• SUPPLIED MATERIAL:
————

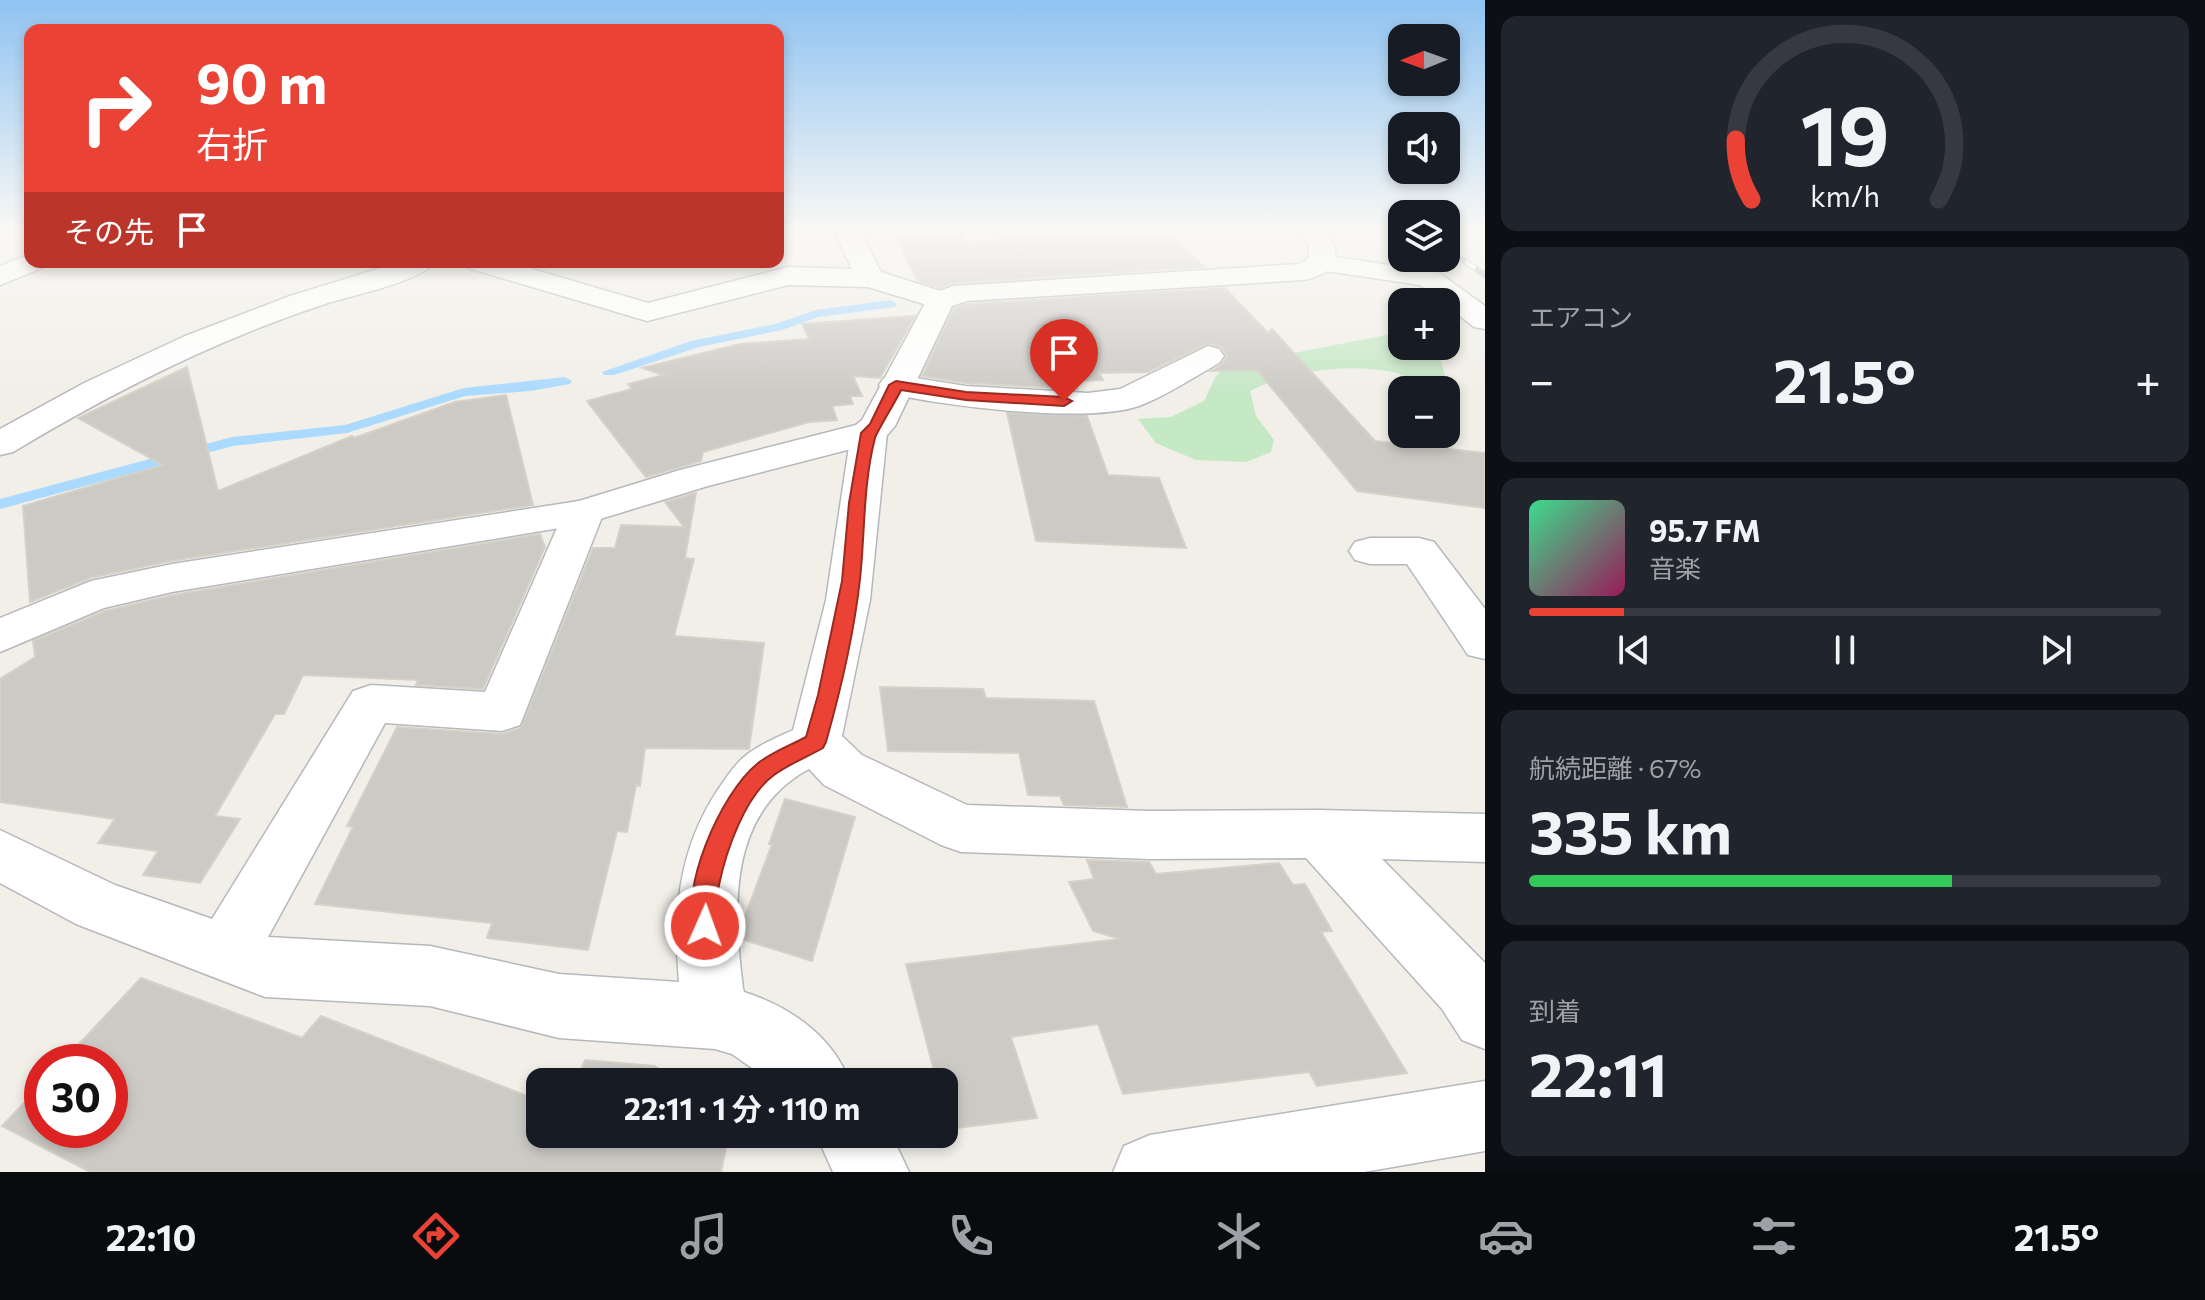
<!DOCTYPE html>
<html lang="ja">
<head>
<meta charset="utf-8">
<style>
	body { margin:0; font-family:Commissioner,"Noto Sans JP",sans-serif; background:#20242c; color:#f1f3f6; height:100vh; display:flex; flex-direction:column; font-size:30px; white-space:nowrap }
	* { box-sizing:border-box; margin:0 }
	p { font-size:26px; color:#9ea1a6 }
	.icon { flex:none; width:44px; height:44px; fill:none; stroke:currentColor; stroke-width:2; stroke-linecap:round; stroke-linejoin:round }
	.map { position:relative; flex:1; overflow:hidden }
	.details { display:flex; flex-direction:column; gap:16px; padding:16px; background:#0d0f14; width:720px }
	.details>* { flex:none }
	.top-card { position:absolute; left:24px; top:24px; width:760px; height:244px; border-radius:16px; box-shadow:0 4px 12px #0003; background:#ea4335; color:#fff; overflow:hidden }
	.needle { width:52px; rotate:269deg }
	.controls { position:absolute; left:1388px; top:24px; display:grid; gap:16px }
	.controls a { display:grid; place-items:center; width:72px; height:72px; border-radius:16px; background:#171b24; box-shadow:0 4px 12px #0003; font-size:40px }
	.speed { position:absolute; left:24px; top:1044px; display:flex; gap:16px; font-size:40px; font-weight:700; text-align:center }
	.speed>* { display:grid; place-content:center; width:104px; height:104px; border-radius:50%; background:#171b24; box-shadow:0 4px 12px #0003; line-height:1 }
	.speed .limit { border:12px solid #d22; background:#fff; color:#111 }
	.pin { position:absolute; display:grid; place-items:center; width:68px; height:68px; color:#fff; margin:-82px -34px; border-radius:50% 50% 50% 0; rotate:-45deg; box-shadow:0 0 8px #0007 }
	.pin .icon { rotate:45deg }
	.me { position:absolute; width:88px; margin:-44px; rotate:2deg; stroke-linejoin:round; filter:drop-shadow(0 0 6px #0008) }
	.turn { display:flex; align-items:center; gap:28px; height:168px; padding:0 40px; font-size:36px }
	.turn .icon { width:104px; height:104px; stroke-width:2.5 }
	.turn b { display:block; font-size:56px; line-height:68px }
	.then { display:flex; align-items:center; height:76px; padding:0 40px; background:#0003; gap:16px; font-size:30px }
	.big { font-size:60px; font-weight:700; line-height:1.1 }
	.details .widget { flex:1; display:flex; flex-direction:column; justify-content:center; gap:12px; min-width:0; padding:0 28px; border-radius:16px; background:#20242c }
	.details .dial { align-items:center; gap:0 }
	.dial svg { height:208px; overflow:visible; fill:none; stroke:#363941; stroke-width:7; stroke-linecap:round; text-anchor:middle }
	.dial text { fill:#f1f3f6; stroke:none }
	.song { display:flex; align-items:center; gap:24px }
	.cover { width:96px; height:96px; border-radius:12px; background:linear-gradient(135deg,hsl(150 70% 55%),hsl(330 70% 35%)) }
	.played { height:8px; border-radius:4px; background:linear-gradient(90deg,#ea4335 15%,#363941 15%) }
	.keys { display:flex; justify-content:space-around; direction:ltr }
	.heat { display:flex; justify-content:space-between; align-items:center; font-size:44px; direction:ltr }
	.charge { height:12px; border-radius:6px; background:linear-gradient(90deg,#34c759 67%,#363941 0) }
	.trip { position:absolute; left:526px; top:1068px; width:432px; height:80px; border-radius:16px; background:#171b24; box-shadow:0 4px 12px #0003; font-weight:700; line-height:80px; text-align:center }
	.menu { display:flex; height:128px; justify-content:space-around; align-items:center; background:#090b0e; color:#9ea1a6 }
	.menu .icon { width:56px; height:56px }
	.menu .current { color:#ea4335 }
	.menu b { font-size:36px; color:#f1f3f6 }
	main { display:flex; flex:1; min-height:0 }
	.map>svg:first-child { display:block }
	.green { fill:#c5e8c5 }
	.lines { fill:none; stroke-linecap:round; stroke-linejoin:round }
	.stream { fill:#aadaff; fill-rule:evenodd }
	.building { fill:#cccac5; stroke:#d6d1c6; stroke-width:2 }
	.minor-casing { stroke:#b5b8bc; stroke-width:3 }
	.tertiary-casing { stroke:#b5b8bc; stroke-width:3 }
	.minor { fill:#fff; fill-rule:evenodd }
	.tertiary { fill:#fff; fill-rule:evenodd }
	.rail-casing { stroke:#b6b7b8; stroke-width:6 }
	.rail { stroke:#fff; stroke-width:4; stroke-dasharray:12; stroke-linecap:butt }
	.route { fill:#ea4335; stroke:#982c22; stroke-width:2 }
</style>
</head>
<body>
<main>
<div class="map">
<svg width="1485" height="1172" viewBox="0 0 1485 1172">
	<rect width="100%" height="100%" fill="#f1efe8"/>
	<path class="green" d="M 1402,332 L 1402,346 L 1432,346 L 1439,353 L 1451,398 L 1446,395 L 1446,390 C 1426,390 1412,376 1393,372 C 1348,363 1290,370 1250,391 L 1256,416 L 1274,440 L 1271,452 L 1246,462 L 1196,460 L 1156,443 L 1138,419 L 1171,417 L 1204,401 L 1216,376 L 1234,359 L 1294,353 Z"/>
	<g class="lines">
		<path class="stream" d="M 891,300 L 897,304 L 895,307 L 818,317 L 782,330 L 699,347 L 614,375 L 604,375 L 602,372 L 691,341 L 775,324 L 816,310 Z
			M 565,377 L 572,381 L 570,384 L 530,391 L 465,396 L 347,433 L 233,446 L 0,509 L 0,499 L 232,437 L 345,425 L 464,388 Z"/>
	</g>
	<path class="building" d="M 893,231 L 959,231 L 966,243 L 1082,231 L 1168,231 L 1204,267 L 954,283 L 940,288 L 918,281 Z
		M 1225,288 L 1268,333 L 1272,329 L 1375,441 L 1485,453 L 1485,508 L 1357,491 L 1257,370 L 1211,371 L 1221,365 L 1227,356 L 1221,347 L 1209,343 L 1148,372 L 1099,373 L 1103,380 L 1074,381 L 1077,389 L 966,383 L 922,376 L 954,308 L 968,304 Z
		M 915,316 L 880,378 L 853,376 L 862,396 L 850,396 L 853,404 L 832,406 L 837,420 L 809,422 L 703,452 L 701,461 L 646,477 L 587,401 L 632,389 L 628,384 L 663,375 L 642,368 L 740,344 L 809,339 L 802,324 Z
		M 187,367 L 218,491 L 352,436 L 354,438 L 455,402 L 506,395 L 533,505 L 171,561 L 90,578 L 30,602 L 23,506 L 163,465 L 78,418 Z
		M 1007,413 L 1087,416 L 1108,475 L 1159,478 L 1186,548 L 1036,541 Z
		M 696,493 L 685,558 L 694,559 L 674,636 L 764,643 L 749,749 L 645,748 L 640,786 L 636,785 L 627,832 L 617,831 L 588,950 L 487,938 L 492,923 L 315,904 L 353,827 L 347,826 L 397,727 L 502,734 L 521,728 L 593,548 L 615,548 L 621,525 L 684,527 L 665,502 Z
		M 540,534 L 545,547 L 483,689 L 416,685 L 418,680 L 303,675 L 284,714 L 275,714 L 215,816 L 240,819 L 200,883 L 143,875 L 158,851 L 98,843 L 115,819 L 0,802 L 0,679 L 35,657 L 33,641 L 105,611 L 173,595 Z
		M 880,687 L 983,689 L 986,698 L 1094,701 L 1127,807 L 1064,805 L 1060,796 L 1028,795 L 1019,753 L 888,751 Z
		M 785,799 L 855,817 L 812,961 L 741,939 L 741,927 L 772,844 L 769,844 Z
		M 1087,860 L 1149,862 L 1156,874 L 1279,863 L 1293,885 L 1305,884 L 1332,931 L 1321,932 L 1407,1073 L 1317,1086 L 1309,1072 L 1123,1094 L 1098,1024 L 1011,1037 L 1037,1118 L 949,1129 L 944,1109 L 944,1082 L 937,1082 L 906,964 L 1120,939 L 1093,931 L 1069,882 L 1094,879 Z
		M 141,978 L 302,1038 L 321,1016 L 540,1101 L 540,1134 L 729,1134 L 721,1172 L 90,1172 L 2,1126 L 42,1084 L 42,1130 L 110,1130 L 110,1062 L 62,1062 Z
		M 585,1060 L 654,1066 L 686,1082 L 576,1082 Z"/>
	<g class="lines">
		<defs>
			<path id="minor" d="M 834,231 L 860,231 L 881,272 L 950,294 L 955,300 L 950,306 L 940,309 L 868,287 L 788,285 L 647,321 L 468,268 L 464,262 L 508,262 L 648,303 L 788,267 L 852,269 Z
				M 30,254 L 30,262 L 46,262 L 42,268 L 0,285 L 0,266 Z
				M 1322,255 L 1438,272 L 1485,306 L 1485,329 L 1474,327 L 1446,305 L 1446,302 L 1420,285 L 1312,269 L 1308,263 L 1312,257 Z
				M 400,262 L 435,262 C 421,282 348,296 322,305 C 213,341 111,393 13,452 L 0,455 L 0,429 L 84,383 L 185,336 L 290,296 Z
				M 1208,346 L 1219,349 L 1224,356 L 1219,363 C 1194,377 1166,396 1139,406 C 1086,424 940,406 884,392 L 879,385 L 884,378 L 896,375 L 966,386 L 1088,393 L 1120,389 Z
				M 869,422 L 882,425 L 887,433 L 870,600 L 842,736 L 862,755 L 967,805 L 1150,811 L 1320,810 L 1485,814 L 1485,862 L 1382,859 L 1485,963 L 1485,1049 L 1462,1040 L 1442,1009 L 1306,858 L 1150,859 L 961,852 L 941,845 L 824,785 L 809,769 C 727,813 733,909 743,988 L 744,992 C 791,1007 832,1036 850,1082 L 772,1082 L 732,1054 L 715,1049 L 559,1038 L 430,1006 L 265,997 L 76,924 L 0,883 L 0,830 L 115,885 L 212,919 L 353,691 L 371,685 L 485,692 L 564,512 L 570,503 L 584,500 L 598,503 L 604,512 L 520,725 L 502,731 L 385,723 L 268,937 L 430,946 L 559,974 L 679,982 C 673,913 678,851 717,791 C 725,780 733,766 744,757 C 758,745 776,738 793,730 L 826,600 L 851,433 L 856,425 Z
				M 1370,538 L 1419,538 L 1434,542 L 1485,609 L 1485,659 L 1468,655 L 1407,564 L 1370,564 L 1355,560 L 1349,551 L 1355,542 Z
				M 1485,1081 L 1485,1151 L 1364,1172 L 1113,1172 L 1124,1146 L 1150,1135 Z
				M 816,1134 L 891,1134 L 909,1172 L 833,1172 Z"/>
			<path id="tertiary" d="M 1299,231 L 1325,231 C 1346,259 1335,273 1304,280 L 967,301 L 952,306 L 895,426 L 882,441 L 708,486 L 584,524 L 172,592 L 104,608 L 0,652 L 0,618 L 91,581 L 172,564 L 579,501 L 680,470 L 856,425 L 862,420 L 930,294 L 954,286 L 1298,264 L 1308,259 L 1309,245 Z"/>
		</defs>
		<use href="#minor" class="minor-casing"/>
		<use href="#tertiary" class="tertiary-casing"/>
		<use href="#minor" class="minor"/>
		<use href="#tertiary" class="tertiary"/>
		<defs>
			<path id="rail" d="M 1446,248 L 1485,275"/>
		</defs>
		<use href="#rail" class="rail-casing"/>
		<use href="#rail" class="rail"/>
	</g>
	<linearGradient id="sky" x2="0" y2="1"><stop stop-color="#8fc3f1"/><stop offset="0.58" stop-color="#f9f8f5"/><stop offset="1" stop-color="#f9f8f5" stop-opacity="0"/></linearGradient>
	<rect width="1485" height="395" fill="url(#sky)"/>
	<path class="route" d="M 896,381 L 966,392 L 1064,397 L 1072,401 L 1064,406 L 966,400 L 901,390 C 896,401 877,431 875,438 C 863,484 865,533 860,579 C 854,634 841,689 826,742 L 823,748 C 807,757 789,764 774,775 C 745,796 726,851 719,885 C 716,901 721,919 714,934 L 705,937 L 696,934 C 677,891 722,792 757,764 C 770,753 791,745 806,737 L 818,695 L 842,581 L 849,503 L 861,433 L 870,424 L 889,385 Z"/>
</svg>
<div class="controls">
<a><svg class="needle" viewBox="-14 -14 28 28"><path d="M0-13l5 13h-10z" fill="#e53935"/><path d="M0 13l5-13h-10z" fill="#9ea1a6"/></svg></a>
<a><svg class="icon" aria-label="sound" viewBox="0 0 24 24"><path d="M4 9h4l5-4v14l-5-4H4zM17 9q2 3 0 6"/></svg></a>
<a><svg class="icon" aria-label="layers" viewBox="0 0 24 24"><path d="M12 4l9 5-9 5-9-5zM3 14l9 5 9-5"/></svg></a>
<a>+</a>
<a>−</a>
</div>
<div class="speed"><div class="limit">30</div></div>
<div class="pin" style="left:1064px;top:401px;background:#d93025"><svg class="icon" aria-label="arrive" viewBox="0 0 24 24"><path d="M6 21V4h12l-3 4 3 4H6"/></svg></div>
<svg class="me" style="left:705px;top:926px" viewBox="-20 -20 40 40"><circle r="17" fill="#ea4335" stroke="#fff" stroke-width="3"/><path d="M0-11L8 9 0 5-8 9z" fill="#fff"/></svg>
<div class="trip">22:11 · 1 分 · 110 m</div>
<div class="top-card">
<div class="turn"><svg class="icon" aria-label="right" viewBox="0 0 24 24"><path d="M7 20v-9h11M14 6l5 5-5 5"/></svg><div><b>90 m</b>右折</div></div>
<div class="then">その先<svg class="icon" aria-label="arrive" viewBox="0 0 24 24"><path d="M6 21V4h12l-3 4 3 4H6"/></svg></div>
</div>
</div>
<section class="details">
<div class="widget dial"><svg viewBox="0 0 100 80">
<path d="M14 69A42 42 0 1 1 86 69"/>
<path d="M14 69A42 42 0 0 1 8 46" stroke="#ea4335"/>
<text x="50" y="56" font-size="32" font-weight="700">19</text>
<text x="50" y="72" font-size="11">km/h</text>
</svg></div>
<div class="widget"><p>エアコン</p>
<div class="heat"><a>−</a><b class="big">21.5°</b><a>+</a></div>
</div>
<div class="widget">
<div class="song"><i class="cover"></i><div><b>95.7 FM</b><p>音楽</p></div></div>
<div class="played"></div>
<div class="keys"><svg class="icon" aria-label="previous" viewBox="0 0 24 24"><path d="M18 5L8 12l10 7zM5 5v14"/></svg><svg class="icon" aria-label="pause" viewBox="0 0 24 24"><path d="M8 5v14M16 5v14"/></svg><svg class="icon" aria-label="next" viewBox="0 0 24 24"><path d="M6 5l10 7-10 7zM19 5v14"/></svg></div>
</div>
<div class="widget"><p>航続距離 · 67%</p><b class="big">335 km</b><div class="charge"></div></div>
<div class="widget"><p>到着</p><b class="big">22:11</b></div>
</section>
</main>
<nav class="menu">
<b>22:10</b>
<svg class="icon current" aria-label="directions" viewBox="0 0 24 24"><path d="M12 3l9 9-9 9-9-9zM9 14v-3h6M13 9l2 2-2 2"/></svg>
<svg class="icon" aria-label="music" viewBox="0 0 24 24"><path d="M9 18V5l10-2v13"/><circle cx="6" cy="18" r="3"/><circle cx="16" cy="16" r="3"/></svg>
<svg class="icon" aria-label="phone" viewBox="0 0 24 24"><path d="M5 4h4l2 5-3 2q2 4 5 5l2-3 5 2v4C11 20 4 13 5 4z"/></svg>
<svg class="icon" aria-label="climate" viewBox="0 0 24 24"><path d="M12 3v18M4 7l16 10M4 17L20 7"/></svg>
<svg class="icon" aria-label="car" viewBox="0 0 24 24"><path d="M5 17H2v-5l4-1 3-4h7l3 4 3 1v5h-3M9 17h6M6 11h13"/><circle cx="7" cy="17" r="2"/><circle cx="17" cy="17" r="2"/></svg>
<svg class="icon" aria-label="filters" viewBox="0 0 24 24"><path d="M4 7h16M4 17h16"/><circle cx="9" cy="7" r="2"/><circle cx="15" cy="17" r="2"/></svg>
<b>21.5°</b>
</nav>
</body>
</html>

————

Which lines of the records above contain the word "rule"? Report each one in full.

• TASK RESULT:
	.stream { fill:#aadaff; fill-rule:evenodd }
	.minor { fill:#fff; fill-rule:evenodd }
	.tertiary { fill:#fff; fill-rule:evenodd }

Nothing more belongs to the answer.